Project Overview

For the final project I am using the dataset i downloaded from Global Terrorism Database website. The dataset is not available openly and you will need to register and then download the files. The dataset is in xlsx format. To load it into R I had to convert it into CSV format.

Install required packages:

install.packages("ggplot2", repos = 'http://cran.us.r-project.org')
install.packages("dplyr", repos = 'http://cran.us.r-project.org')

Load Datasets

getwd()
setwd("C:/Users/rkothari/Documents/datasets/GTD_0616dist/")
df <- read.csv("gtd_12to15_0616dist.csv",header = TRUE) 
is.data.frame(df)
head(df)
str(df)
names(df)
attach(df)

Subsetting Dataset

Filtered the dataset and selected only few columns.

require(dplyr)
df.subset <- df[ , c("iyear", "imonth", "country", "country_txt", "region_txt", "suicide", "attacktype1", "attacktype1_txt", "targtype1", "targtype1_txt", "nkill", "nkillus")]
summary(df.subset)

Formatting the dataset to get the incidents per country per year.

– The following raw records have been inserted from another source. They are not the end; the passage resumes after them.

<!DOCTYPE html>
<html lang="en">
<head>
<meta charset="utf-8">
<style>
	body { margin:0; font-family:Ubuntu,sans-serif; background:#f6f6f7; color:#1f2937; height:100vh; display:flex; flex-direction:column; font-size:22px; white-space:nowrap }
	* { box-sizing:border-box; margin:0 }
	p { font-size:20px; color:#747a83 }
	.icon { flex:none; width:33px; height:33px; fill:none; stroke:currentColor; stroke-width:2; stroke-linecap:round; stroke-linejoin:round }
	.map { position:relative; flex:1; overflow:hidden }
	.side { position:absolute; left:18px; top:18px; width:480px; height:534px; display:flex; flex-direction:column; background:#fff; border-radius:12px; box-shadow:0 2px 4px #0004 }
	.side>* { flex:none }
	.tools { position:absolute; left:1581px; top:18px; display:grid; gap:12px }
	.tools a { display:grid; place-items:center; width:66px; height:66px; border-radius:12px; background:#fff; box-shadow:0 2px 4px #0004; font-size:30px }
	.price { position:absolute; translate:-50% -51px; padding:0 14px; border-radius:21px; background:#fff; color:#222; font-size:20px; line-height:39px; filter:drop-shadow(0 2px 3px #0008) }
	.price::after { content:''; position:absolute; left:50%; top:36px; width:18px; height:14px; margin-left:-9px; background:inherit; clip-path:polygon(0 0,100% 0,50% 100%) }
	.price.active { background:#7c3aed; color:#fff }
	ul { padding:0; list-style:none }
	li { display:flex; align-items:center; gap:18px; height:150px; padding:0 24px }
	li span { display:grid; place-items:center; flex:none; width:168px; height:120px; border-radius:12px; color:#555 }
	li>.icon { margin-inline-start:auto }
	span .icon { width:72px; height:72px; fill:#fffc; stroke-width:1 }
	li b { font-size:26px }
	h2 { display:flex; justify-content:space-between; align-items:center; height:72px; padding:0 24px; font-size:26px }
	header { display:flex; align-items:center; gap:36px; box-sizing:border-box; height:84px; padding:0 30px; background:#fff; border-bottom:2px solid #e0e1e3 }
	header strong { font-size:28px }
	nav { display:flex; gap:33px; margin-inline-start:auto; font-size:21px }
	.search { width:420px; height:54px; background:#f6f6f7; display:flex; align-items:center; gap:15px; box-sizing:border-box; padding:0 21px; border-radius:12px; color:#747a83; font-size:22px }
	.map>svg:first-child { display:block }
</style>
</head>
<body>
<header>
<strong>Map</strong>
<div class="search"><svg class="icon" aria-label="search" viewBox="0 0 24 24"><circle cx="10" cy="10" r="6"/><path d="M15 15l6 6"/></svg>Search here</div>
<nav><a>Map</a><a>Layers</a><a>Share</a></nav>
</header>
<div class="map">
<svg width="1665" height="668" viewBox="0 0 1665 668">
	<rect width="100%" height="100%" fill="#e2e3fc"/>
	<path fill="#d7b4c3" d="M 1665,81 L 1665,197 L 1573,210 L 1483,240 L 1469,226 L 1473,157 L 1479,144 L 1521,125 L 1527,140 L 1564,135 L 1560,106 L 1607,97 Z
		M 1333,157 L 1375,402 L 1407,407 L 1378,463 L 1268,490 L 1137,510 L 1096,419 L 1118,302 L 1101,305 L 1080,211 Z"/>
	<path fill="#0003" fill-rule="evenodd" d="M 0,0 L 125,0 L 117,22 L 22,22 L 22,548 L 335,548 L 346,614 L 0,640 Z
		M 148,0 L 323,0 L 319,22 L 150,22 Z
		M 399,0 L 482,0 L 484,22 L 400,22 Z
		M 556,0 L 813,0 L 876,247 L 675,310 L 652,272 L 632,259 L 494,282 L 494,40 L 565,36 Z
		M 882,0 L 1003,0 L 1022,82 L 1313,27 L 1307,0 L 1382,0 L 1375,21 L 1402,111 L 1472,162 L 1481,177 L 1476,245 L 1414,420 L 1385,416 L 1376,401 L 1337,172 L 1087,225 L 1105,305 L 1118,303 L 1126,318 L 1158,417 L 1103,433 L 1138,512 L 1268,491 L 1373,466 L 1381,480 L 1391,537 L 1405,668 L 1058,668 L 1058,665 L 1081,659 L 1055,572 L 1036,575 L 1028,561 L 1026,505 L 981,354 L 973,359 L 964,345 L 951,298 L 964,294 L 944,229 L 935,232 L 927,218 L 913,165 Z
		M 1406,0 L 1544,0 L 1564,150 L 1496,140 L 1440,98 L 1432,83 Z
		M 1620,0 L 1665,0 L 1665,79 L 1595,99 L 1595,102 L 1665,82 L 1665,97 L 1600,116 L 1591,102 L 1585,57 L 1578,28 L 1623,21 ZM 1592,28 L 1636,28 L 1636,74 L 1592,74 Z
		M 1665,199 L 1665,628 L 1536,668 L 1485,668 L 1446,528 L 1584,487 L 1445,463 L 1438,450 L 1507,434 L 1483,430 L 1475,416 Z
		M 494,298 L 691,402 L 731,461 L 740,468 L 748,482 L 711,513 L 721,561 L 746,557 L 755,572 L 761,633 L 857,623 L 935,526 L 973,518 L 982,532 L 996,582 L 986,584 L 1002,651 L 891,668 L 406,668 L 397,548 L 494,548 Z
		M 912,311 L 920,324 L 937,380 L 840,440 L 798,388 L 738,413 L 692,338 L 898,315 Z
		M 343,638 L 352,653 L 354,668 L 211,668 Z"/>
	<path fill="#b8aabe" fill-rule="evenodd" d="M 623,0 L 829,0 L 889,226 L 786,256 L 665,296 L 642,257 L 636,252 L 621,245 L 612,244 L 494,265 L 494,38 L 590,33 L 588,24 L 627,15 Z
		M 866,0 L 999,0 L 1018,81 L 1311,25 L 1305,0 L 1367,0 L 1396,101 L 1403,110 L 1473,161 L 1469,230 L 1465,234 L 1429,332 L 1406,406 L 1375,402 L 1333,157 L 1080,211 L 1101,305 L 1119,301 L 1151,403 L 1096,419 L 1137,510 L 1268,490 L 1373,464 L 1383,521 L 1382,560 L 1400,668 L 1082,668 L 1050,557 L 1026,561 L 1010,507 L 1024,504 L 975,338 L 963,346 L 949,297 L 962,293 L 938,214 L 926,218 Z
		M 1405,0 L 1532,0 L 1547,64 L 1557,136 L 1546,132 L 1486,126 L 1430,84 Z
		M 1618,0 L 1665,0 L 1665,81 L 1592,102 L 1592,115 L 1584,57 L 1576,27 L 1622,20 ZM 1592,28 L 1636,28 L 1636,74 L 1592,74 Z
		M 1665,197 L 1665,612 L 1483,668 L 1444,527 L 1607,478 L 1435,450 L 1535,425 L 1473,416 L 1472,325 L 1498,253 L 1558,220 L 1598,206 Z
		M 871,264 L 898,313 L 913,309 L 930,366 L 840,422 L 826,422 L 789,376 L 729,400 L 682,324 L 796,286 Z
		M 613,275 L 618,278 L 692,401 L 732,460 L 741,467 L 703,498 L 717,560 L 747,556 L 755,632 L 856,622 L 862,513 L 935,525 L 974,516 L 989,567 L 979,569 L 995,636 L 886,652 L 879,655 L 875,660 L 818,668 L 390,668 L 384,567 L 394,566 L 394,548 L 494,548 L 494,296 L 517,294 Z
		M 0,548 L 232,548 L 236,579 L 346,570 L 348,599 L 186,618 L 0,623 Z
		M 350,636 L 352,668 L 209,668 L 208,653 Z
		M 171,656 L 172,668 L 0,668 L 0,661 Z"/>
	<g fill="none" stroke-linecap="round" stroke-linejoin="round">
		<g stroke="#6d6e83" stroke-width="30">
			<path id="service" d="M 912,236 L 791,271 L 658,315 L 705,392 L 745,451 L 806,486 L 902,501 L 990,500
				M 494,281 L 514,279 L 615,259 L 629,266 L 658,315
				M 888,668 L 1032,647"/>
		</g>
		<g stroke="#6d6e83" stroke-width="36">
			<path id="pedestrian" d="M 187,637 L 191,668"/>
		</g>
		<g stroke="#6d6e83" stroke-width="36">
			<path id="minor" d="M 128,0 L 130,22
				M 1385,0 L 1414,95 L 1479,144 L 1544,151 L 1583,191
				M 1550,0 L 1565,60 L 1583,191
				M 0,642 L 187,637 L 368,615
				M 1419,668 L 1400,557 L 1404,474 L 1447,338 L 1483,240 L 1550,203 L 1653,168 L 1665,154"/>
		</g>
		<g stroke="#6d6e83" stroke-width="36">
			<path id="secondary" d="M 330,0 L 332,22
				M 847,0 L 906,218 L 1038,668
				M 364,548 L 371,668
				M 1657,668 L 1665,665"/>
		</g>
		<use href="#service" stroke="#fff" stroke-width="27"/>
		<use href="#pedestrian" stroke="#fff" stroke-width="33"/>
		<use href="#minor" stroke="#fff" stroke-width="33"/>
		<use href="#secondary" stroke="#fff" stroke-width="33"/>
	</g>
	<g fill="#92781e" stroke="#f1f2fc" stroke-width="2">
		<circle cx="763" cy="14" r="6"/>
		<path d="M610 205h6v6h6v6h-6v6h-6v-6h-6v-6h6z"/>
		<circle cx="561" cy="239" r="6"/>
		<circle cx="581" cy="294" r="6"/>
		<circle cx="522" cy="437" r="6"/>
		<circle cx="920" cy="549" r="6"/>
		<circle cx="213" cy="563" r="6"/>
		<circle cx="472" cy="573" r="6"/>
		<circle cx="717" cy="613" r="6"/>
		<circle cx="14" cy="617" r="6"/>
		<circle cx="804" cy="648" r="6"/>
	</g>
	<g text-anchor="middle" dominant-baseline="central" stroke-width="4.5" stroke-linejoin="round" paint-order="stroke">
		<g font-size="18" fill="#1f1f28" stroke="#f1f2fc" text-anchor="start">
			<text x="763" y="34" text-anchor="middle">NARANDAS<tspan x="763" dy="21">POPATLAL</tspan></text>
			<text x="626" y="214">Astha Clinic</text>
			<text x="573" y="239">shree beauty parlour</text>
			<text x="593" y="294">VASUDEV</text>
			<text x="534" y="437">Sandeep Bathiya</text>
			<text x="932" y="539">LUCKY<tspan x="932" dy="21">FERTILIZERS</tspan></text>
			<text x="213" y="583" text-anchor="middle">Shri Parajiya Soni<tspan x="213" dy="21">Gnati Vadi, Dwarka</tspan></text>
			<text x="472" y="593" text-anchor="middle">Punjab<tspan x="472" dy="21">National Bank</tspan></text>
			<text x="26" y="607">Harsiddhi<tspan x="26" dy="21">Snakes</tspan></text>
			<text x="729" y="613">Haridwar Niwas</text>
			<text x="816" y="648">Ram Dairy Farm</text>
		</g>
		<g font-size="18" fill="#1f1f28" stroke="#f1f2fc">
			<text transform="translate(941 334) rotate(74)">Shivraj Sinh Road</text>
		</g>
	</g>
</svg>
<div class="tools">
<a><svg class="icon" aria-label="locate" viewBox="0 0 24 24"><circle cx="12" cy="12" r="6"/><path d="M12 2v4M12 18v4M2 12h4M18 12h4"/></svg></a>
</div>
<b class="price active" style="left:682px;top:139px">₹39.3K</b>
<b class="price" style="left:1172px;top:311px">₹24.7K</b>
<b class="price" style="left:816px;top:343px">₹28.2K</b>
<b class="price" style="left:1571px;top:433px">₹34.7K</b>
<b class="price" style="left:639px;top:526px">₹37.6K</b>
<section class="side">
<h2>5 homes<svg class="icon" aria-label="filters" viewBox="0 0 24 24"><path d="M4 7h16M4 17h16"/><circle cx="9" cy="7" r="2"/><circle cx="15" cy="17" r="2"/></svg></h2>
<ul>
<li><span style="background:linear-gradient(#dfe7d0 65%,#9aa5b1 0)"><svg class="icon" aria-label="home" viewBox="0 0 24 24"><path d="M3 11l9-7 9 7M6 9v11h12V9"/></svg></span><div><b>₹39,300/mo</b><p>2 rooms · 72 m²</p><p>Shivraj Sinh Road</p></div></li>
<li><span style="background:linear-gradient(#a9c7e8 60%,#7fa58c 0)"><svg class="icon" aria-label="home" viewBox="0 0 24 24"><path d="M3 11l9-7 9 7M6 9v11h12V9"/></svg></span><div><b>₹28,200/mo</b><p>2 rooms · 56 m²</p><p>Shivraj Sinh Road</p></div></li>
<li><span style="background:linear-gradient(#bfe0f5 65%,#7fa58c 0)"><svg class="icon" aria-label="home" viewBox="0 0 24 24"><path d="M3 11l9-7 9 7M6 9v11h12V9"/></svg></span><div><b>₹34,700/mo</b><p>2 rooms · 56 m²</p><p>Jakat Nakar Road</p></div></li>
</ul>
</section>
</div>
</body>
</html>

I used cross tabulation function for this(xtabs) to generate a table of total for each year per country.The xtabs() function creates contingency tables in frequency-weighted format. Use xtabs() when you want to numerically study the distribution of one categorical variable, or the relationship between two categorical variables. Categorical variables are also called “factor” variables in R.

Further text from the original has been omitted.